[PATCH 2/5] NVMe: Use a retryable error code on reset

Wed Dec 30 10:09:08 PST 2015

On Wed, Dec 30, 2015 at 09:52:32AM -0800, Christoph Hellwig wrote:
> On Wed, Dec 30, 2015 at 10:27:48AM -0700, Keith Busch wrote:
> > Use a fake status that can potentially be retried on reset.
> 
> I thought I only added this to make you happy, so I'm fine with
> changing it.
> 
> But I don't understand why NVME_SC_CANCELLED isn't retryable,
> nvme_req_needs_retry doesn't treat negative error codes special.
> If it did we'd need to fix it as we want to be able to rety
> the other cases where it is returned as well.
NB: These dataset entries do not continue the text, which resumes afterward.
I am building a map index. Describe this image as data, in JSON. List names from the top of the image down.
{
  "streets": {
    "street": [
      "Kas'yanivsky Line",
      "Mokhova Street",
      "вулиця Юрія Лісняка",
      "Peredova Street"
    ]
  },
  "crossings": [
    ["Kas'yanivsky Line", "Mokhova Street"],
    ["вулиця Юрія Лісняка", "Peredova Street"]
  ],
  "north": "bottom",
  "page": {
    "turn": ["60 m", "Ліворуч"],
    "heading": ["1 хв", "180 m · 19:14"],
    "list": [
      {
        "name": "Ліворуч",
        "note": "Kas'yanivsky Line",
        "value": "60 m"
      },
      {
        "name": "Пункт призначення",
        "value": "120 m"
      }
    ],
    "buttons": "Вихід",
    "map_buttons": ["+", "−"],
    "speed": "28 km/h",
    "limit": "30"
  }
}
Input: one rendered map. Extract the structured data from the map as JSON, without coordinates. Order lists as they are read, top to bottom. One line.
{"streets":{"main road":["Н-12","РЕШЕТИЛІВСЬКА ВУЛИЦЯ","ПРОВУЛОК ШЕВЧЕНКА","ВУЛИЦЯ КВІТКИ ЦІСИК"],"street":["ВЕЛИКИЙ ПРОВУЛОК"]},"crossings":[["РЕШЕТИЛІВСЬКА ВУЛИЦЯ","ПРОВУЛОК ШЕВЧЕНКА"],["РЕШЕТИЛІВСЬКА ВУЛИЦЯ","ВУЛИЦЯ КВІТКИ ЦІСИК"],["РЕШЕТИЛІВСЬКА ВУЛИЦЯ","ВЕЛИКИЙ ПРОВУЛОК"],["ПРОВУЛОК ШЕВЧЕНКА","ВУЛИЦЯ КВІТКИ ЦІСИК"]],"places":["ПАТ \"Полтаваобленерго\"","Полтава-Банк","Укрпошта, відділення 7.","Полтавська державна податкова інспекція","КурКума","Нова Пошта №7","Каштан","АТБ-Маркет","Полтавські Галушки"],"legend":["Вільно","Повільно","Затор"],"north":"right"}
nvme_req_needs_retry checks NVME status bit "DNR", which happens to be
set with a negative return code.

> Which btw brings me to a bug I noticed a while ago but didn't
> have time to fully understand: nvme_req_needs_retry looks
> at req->start_time vs req->timeout, but that means we'll
> fail any command that times out, even if we resubmit it
> after a controller reset.  Should we really have that clause
> in there?

Yeah, a timed out command isn't retryable here. The check is to allow
requeuing when a controller reset occured for reasons other than
a timeout.

A long time ago, we had total command lifetime timeout value just to
allow timed out commands to requeue after a reset, but that was removed
with the blk-mq conversion. I didn't think it was a big deal, though. The
amount of time it takes to trigger a reset is 60 seconds by default, so
that's a heck of a long time to wait just to requeue the IO. Some users
I spoke with prefered to just fail the command sooner, so I didn't make
any attempt to change this behavior.